I just noticed that no tufup files are involved here, it's just logging error. Apparently pip on Windows has that problem for years. Maybe there's no need to change anything other than the code I mentioned above.

Updating:

  (...)
  File "C:\Users\Work\test\venv\lib\site-packages\tufup\utils\platform_specific.py", line 57, in install_update
    return _install_update(
  File "C:\Users\Work\test\venv\lib\site-packages\tufup\utils\platform_specific.py", line 208, in _install_update_win
    temp_file.write(script_content)
  File "C:\Program Files\Python310\lib\tempfile.py", line 483, in func_wrapper
    return func(*args, **kwargs)
  File "C:\Program Files\Python310\lib\encodings\cp1252.py", line 19, in encode
    return codecs.charmap_encode(input,self.errors,encoding_table)[0]
UnicodeEncodeError: 'charmap' codec can't encode character '\u0141' in position 144: character maps to <undefined>
dennisvang commented 8 months ago

It looks like non-ascii paths are still a bit of a minefield, especially on windows. For example, I'm also seeing trouble extracting the tar archive if its path contains non-ascii characters (windows uses bsdtar).

EDIT:

also see e.g. https://superuser.com/q/60379 (although old...)

Bezduszny commented 8 months ago

What kind of trouble? I just tested unpacking small .tar.gz archives with shutil.unpack_archive and it works for me. If I understand this correctly, it depends on where the archives were created. I made and extracted them on Windows, maybe that's why it works?
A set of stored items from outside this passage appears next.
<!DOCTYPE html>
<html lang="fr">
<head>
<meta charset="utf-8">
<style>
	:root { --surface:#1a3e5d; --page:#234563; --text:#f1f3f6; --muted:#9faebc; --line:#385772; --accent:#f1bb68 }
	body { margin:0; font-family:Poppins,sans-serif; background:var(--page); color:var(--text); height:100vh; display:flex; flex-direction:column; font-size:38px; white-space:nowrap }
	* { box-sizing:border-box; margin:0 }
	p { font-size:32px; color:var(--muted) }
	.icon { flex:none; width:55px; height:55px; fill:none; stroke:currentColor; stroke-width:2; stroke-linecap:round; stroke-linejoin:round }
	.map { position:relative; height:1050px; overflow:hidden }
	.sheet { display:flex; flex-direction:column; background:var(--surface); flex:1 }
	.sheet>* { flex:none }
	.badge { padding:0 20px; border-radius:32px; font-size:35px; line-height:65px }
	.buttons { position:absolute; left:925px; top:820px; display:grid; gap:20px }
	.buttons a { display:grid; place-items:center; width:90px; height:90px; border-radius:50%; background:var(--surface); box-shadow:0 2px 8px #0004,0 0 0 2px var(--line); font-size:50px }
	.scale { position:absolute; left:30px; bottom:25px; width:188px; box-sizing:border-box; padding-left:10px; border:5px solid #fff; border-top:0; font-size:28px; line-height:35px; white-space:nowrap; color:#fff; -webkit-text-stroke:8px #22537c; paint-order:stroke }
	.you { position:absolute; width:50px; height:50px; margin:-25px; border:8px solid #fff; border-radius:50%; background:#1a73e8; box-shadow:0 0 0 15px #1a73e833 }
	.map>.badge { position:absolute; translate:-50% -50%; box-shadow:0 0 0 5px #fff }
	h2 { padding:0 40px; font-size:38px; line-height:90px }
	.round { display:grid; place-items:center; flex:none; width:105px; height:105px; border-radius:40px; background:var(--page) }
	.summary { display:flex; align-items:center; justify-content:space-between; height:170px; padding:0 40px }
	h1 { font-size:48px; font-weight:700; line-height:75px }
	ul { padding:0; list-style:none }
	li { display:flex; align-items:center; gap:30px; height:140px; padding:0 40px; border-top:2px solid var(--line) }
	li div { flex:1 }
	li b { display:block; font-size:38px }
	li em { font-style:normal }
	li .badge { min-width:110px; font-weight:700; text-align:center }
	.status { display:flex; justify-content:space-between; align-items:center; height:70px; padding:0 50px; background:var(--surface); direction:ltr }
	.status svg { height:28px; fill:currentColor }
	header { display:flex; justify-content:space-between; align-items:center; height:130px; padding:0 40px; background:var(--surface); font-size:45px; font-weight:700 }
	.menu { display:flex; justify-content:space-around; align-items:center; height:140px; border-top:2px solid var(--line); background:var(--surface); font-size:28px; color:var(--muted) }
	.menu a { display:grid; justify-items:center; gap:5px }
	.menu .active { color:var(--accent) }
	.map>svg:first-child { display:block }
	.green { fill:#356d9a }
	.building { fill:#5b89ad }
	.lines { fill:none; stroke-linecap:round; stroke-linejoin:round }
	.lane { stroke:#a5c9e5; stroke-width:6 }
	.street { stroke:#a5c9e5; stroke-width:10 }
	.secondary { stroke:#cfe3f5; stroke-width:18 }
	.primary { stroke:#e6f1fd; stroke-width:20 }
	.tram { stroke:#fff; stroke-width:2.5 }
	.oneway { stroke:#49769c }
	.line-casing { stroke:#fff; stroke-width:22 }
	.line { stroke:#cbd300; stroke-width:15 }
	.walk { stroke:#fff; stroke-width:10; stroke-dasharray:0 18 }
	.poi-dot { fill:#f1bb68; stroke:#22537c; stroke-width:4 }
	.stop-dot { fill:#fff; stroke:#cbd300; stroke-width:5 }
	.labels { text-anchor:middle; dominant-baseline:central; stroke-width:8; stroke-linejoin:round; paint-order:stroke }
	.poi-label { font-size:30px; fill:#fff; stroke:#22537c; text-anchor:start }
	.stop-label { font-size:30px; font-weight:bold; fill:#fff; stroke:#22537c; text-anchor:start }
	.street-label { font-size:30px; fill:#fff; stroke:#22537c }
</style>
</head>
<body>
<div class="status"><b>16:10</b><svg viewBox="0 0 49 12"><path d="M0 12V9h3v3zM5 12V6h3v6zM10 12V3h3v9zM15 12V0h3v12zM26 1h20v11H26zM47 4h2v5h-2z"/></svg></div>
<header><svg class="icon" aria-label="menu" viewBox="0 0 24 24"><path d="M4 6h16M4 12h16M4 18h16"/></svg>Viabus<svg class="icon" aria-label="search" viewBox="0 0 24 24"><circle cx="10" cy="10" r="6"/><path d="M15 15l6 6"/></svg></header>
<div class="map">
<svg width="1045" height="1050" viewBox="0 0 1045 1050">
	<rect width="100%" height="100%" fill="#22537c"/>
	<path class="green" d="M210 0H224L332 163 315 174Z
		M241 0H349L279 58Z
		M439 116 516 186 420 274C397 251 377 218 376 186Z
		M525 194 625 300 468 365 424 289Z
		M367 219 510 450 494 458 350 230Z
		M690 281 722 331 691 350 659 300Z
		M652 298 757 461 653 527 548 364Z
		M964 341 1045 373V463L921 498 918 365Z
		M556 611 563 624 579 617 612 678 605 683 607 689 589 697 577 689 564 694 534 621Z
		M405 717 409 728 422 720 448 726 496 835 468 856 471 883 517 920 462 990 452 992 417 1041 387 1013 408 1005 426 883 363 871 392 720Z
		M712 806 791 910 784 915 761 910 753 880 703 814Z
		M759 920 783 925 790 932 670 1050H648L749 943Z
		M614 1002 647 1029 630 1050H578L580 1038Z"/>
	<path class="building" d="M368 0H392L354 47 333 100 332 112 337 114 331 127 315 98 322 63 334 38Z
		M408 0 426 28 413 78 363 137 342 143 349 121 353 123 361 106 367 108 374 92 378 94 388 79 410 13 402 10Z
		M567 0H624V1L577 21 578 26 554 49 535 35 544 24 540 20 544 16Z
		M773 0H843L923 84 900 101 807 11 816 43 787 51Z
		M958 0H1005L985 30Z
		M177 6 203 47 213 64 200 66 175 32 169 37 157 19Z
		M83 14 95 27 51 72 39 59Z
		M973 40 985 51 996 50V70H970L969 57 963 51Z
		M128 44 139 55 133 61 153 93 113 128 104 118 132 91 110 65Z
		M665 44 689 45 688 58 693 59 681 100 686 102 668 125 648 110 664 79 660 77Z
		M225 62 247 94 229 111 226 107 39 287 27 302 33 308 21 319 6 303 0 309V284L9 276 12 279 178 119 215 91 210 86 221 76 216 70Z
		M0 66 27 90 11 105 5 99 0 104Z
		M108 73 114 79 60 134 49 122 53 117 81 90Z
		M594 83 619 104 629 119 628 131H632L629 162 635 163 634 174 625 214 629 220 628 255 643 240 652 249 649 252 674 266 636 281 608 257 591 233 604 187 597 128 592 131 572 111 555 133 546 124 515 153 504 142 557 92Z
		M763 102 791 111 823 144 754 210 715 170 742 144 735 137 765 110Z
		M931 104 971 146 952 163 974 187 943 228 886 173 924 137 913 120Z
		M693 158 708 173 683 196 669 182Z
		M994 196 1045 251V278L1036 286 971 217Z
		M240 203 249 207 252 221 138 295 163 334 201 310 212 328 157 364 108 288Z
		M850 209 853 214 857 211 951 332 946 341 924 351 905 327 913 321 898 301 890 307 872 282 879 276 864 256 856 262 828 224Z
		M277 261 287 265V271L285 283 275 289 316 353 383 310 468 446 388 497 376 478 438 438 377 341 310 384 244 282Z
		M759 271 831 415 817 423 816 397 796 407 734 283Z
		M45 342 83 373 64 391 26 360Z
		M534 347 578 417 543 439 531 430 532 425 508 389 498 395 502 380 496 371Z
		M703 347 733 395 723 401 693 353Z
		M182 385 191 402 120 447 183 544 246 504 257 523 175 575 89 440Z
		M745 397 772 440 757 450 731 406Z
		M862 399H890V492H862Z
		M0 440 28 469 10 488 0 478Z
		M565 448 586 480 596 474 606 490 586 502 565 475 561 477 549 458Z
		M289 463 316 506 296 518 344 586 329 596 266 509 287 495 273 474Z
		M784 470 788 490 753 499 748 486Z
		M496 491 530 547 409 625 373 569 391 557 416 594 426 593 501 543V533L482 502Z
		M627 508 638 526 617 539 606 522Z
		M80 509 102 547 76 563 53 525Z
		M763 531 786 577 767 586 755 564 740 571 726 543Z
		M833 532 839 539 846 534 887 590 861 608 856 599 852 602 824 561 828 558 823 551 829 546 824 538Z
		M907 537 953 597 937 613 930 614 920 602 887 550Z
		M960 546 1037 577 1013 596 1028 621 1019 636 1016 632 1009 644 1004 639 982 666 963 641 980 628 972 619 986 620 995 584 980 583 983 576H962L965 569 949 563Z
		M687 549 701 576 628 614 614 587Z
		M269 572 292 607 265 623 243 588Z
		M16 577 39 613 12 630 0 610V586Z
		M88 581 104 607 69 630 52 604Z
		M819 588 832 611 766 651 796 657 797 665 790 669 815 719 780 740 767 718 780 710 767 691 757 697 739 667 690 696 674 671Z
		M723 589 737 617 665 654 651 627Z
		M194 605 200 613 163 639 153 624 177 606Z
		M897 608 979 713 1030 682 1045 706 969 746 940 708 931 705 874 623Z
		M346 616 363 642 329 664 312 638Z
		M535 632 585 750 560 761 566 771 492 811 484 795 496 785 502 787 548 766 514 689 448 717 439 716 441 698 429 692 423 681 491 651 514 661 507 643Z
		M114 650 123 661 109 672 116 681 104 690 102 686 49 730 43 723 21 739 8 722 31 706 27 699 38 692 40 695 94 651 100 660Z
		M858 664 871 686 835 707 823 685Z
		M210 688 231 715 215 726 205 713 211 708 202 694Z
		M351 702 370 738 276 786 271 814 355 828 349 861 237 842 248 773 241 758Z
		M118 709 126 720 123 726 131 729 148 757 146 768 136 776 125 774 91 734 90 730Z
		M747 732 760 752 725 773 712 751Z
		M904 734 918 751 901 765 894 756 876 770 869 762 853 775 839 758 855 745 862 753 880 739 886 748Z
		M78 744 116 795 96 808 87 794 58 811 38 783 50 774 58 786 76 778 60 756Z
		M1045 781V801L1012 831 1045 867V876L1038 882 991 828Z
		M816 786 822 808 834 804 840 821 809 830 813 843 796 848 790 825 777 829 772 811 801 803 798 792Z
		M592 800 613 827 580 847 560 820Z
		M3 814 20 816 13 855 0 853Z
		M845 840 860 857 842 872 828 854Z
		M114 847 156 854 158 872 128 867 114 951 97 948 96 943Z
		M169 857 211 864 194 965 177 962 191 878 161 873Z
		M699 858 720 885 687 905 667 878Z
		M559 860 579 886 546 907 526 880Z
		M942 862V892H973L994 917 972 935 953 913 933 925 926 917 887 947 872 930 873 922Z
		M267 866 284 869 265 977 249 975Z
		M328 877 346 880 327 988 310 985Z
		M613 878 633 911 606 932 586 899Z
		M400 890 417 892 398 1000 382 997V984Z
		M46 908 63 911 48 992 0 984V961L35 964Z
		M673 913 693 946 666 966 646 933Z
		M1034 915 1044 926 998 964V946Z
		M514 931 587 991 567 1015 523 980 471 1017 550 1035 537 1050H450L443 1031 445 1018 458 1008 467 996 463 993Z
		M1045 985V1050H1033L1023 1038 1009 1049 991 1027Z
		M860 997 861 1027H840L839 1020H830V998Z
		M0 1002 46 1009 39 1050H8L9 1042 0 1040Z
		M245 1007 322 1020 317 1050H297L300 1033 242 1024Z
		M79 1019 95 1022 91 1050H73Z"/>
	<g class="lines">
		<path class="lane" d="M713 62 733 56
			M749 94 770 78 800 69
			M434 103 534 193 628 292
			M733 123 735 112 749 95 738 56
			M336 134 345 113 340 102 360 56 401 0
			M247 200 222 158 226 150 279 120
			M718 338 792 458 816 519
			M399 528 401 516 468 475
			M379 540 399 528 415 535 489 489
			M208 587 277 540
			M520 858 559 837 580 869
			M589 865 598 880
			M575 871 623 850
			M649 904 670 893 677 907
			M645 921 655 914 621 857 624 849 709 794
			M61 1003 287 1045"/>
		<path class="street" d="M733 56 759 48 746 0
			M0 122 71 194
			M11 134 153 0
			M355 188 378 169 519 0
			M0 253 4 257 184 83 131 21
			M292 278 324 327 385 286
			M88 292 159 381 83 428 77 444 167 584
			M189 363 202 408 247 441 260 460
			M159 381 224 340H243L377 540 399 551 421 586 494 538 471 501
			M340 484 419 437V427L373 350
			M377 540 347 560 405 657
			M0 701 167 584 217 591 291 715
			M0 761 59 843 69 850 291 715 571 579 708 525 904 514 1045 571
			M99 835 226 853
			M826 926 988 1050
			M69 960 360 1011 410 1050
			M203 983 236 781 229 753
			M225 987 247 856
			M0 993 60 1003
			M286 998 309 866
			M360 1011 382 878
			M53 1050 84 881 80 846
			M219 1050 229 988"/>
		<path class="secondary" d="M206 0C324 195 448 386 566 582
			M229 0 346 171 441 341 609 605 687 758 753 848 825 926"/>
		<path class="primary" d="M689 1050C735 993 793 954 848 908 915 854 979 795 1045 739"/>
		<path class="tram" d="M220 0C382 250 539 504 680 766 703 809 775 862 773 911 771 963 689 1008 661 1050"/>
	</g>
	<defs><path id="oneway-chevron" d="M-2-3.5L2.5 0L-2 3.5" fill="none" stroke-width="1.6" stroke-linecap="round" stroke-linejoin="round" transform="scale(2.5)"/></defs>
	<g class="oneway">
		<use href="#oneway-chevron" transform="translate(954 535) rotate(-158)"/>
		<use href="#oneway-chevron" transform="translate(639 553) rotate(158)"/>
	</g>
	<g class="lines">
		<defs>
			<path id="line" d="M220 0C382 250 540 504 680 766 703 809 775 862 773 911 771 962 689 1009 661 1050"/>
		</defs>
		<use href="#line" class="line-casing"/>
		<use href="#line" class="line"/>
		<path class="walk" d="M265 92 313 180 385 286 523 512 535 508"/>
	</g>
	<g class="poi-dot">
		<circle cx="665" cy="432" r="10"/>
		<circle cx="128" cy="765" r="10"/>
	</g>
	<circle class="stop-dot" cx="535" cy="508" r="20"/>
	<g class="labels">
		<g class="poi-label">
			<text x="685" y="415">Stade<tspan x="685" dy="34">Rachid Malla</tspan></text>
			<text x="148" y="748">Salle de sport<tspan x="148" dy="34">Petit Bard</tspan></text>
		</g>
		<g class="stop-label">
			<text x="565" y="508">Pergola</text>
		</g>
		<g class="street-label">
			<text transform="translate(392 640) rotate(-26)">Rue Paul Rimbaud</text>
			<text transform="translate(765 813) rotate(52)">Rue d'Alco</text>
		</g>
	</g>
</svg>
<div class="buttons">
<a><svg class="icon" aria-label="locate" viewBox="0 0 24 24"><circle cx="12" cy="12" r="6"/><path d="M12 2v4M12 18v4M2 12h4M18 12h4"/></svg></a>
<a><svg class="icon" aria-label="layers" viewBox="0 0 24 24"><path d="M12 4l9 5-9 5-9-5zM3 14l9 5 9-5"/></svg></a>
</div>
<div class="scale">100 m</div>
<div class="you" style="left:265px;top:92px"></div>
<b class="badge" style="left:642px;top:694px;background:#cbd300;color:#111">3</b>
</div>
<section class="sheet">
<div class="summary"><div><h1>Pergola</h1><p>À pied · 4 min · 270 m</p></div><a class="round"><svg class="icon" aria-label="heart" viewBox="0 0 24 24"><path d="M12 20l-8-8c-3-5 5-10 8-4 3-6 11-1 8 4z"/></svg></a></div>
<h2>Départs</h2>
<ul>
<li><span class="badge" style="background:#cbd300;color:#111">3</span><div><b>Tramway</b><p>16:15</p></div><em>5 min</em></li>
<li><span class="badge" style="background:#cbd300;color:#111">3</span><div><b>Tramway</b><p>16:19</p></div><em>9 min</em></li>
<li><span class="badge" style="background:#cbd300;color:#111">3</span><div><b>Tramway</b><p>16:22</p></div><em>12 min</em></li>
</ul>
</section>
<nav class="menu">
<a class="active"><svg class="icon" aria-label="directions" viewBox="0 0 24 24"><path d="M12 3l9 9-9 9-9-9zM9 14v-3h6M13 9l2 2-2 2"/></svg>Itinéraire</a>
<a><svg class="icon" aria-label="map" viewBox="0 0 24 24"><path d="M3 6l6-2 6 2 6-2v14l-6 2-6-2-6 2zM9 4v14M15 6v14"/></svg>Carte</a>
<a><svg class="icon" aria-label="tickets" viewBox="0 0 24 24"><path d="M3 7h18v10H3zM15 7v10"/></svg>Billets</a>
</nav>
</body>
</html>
PS Would there be any downside to using zip instead? I believe it would work out of the box. I actually have been using .zip with tufup for a while now instead of .tar.gz because patches were much smaller. I saw your recent changes and it looked like a bit of work compared to my quick hack with the format... I should have mentioned something before, sorry 😅On the other hand adapting to format change would probably be a bit complex for users of tufup.

dennisvang commented 8 months ago

@Bezduszny The trouble was using tar (bsdtar) in powershell, so not a python module. Haven't looked into it in detail yet.

The choice for .tar.gz over .zip was due to the separation of archive and compression method, which was important for us at the time, as well as some issues of zip availablility on some barebones linux installs. I think zip also has similar issues to gzip when taking a binary diffs of compressed data, although the fact that files are compressed individually in the zip probably mitigates the issue.

I'll get back to this later.

Bezduszny commented 8 months ago

I did a bit more testing and adding chcp 65001 to subprocess.Popen does not work, I guess it's because it's not an actual file/program. I only tested it in cmd before and assumed it would be fine. It can be added to the beginning of the batch file though, so that's what I did. Now it works as intended.